-- PROBLEM TO SOLVE --
Take every line from the records below that includes the word "linecap".

::: DATA EXTRACTS :::

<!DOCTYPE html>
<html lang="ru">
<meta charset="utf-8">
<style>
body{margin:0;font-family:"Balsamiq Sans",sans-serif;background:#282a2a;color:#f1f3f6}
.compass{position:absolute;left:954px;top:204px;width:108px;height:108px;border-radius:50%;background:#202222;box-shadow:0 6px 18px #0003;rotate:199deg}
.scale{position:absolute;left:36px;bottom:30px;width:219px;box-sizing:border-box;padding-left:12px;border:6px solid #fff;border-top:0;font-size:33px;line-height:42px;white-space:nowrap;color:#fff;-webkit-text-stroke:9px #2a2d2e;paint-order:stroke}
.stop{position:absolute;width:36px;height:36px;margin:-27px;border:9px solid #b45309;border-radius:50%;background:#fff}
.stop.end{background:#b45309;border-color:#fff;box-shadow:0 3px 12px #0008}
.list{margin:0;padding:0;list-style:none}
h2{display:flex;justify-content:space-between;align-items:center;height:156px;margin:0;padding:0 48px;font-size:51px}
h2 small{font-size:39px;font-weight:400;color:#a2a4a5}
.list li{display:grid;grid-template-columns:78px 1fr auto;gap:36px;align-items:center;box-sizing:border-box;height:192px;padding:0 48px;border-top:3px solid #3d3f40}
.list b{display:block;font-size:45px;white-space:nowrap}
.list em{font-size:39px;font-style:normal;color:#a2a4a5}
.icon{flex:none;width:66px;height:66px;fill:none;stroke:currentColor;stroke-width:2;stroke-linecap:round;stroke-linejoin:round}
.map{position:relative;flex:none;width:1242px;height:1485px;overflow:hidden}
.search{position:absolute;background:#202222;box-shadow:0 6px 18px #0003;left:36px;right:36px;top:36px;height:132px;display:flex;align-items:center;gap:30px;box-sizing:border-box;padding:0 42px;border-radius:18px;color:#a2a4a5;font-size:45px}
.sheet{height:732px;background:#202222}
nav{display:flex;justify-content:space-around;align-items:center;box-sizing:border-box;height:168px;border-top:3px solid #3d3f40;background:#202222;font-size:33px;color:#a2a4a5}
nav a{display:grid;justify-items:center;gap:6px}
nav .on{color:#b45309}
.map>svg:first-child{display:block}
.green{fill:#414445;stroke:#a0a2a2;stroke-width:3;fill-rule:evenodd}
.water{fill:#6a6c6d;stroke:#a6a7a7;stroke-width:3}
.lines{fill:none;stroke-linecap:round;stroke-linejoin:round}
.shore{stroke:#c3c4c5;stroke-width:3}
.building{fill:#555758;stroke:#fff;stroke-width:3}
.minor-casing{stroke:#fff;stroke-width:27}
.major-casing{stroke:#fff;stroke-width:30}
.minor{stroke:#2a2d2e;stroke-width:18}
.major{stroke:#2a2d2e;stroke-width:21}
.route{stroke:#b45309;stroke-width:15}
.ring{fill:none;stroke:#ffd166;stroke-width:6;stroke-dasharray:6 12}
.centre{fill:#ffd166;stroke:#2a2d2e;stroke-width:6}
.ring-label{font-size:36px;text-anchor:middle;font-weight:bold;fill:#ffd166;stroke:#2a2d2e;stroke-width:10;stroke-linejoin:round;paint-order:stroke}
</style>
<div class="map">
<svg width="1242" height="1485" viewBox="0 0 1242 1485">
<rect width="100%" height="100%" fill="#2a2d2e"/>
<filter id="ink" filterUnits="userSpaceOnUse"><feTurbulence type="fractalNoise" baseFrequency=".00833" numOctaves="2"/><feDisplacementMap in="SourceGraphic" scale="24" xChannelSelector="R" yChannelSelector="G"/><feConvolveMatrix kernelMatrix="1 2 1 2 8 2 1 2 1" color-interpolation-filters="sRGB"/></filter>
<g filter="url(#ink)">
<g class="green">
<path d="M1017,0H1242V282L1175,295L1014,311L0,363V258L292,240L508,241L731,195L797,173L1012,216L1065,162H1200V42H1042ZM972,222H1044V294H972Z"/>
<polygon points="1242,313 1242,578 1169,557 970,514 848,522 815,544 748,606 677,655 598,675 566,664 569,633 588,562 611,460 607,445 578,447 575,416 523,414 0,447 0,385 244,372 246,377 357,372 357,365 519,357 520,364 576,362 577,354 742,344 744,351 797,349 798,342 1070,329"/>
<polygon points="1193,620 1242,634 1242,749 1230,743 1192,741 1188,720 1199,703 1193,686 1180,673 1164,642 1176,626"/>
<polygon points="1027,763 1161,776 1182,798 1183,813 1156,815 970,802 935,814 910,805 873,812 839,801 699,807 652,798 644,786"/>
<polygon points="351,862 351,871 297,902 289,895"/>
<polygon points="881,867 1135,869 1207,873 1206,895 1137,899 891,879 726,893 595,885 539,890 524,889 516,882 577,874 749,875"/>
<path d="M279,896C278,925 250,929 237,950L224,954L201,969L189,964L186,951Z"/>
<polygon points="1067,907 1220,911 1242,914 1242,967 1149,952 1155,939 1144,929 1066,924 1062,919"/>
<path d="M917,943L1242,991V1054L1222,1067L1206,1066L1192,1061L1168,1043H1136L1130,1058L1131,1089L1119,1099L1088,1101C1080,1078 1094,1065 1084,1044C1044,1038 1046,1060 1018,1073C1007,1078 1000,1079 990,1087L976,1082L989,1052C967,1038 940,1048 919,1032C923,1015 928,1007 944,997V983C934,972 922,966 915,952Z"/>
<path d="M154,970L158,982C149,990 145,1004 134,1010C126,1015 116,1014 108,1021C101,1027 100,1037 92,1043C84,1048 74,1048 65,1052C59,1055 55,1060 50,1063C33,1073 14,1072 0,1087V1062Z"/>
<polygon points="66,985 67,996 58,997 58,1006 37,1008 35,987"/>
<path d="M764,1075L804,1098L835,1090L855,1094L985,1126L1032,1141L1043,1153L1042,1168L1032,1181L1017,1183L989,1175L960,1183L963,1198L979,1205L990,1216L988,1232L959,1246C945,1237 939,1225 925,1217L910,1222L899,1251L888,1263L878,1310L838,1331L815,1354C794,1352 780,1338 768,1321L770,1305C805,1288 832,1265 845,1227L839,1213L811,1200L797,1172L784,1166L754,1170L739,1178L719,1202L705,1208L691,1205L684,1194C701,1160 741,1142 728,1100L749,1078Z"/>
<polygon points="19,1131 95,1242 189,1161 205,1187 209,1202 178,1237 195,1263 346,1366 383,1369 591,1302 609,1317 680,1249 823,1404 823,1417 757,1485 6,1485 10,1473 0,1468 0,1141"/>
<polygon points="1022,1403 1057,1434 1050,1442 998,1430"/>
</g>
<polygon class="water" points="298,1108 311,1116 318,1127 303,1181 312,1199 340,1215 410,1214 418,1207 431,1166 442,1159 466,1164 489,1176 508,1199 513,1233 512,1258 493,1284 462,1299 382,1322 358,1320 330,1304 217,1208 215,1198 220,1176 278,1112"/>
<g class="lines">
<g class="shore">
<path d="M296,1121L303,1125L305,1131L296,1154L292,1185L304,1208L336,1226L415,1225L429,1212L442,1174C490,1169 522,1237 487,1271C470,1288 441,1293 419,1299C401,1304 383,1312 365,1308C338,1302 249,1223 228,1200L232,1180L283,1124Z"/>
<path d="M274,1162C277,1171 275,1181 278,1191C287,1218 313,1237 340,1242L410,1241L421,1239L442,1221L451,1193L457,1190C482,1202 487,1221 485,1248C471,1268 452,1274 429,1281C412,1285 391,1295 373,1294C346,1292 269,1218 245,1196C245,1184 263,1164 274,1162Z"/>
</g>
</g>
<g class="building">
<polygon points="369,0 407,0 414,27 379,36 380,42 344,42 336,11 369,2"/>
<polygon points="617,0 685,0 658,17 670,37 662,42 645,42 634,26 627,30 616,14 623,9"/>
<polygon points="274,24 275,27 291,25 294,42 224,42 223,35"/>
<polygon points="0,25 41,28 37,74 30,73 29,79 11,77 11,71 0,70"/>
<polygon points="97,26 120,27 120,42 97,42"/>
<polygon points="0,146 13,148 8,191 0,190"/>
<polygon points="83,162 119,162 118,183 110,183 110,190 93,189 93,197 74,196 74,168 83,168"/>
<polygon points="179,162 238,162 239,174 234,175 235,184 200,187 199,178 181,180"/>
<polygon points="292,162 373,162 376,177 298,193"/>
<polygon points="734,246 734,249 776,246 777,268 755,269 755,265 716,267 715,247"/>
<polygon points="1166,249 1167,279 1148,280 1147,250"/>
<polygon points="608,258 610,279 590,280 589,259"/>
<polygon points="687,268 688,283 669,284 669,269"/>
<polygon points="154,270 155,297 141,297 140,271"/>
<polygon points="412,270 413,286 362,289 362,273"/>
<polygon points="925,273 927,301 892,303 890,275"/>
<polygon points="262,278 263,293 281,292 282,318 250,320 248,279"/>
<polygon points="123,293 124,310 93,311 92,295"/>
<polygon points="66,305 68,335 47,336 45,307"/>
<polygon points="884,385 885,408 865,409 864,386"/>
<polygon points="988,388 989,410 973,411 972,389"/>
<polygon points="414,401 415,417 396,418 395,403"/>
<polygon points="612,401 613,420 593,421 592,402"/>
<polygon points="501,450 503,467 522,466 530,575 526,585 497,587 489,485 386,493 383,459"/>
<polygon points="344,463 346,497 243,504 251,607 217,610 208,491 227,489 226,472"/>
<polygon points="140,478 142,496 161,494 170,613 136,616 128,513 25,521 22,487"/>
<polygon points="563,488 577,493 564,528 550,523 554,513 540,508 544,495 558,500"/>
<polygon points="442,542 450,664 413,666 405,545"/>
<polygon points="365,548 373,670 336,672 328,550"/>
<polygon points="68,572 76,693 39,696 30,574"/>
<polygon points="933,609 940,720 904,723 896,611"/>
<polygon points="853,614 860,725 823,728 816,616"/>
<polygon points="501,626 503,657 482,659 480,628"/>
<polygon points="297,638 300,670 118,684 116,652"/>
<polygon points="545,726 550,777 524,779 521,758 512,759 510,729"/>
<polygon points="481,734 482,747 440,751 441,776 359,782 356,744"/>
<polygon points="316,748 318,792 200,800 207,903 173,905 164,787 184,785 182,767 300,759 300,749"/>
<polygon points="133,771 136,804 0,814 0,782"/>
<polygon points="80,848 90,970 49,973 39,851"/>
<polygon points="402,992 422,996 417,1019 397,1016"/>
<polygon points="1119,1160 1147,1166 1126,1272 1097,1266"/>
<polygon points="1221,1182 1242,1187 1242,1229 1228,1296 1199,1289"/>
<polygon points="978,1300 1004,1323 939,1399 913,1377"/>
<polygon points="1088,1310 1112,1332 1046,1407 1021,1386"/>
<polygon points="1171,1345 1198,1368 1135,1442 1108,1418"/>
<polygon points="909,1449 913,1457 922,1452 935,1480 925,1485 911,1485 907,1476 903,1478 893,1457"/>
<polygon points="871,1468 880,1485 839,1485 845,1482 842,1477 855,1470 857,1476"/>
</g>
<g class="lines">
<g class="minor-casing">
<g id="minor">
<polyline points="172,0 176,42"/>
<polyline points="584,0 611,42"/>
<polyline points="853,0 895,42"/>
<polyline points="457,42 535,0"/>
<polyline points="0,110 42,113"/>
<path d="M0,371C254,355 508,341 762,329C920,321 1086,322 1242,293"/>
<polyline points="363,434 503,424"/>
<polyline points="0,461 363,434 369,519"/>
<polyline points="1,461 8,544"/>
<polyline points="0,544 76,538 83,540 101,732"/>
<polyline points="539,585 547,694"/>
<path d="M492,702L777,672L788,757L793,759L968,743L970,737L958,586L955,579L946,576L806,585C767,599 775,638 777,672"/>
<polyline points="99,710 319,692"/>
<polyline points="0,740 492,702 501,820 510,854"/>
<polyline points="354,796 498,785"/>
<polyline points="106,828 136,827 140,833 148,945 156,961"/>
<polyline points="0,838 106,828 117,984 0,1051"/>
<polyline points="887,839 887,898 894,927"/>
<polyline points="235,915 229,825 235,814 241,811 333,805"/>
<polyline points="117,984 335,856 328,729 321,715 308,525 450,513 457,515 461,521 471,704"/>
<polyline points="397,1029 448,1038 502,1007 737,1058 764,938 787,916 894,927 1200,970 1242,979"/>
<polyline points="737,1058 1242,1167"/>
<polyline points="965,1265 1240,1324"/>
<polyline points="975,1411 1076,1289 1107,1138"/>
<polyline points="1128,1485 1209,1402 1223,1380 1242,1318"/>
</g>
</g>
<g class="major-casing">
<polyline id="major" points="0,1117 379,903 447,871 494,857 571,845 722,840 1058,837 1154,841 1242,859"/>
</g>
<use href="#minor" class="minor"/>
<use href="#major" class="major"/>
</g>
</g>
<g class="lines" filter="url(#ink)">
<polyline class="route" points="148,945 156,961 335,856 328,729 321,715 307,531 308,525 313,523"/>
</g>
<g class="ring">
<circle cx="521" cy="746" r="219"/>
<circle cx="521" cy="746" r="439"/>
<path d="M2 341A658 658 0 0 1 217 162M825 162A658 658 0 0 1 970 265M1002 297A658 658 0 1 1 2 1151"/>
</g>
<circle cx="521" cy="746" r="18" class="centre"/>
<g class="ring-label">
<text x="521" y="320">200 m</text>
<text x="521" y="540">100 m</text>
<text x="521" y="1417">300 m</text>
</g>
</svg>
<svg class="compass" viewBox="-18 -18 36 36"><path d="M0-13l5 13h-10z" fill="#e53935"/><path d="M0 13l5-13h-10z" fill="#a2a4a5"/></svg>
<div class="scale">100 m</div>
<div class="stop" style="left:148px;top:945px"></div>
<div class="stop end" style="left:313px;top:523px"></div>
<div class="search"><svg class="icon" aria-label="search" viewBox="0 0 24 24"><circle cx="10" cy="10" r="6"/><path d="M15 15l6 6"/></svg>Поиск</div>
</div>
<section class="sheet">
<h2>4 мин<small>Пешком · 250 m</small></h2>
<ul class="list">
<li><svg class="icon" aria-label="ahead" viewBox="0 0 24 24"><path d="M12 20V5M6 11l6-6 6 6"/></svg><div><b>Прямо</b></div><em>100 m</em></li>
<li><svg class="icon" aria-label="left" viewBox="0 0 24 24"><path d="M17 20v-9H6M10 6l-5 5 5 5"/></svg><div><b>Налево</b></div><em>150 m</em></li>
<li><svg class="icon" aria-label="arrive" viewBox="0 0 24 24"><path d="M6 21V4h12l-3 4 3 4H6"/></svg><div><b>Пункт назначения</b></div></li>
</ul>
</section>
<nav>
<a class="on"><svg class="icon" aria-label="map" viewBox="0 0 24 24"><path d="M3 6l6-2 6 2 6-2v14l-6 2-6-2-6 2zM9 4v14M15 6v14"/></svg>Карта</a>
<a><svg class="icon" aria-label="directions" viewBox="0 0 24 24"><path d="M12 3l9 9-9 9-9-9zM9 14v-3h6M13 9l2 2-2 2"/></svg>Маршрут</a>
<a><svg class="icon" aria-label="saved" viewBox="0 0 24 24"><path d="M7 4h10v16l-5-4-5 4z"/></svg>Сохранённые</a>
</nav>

:::

-- RESPONSE AREA --
.icon{flex:none;width:66px;height:66px;fill:none;stroke:currentColor;stroke-width:2;stroke-linecap:round;stroke-linejoin:round}
.lines{fill:none;stroke-linecap:round;stroke-linejoin:round}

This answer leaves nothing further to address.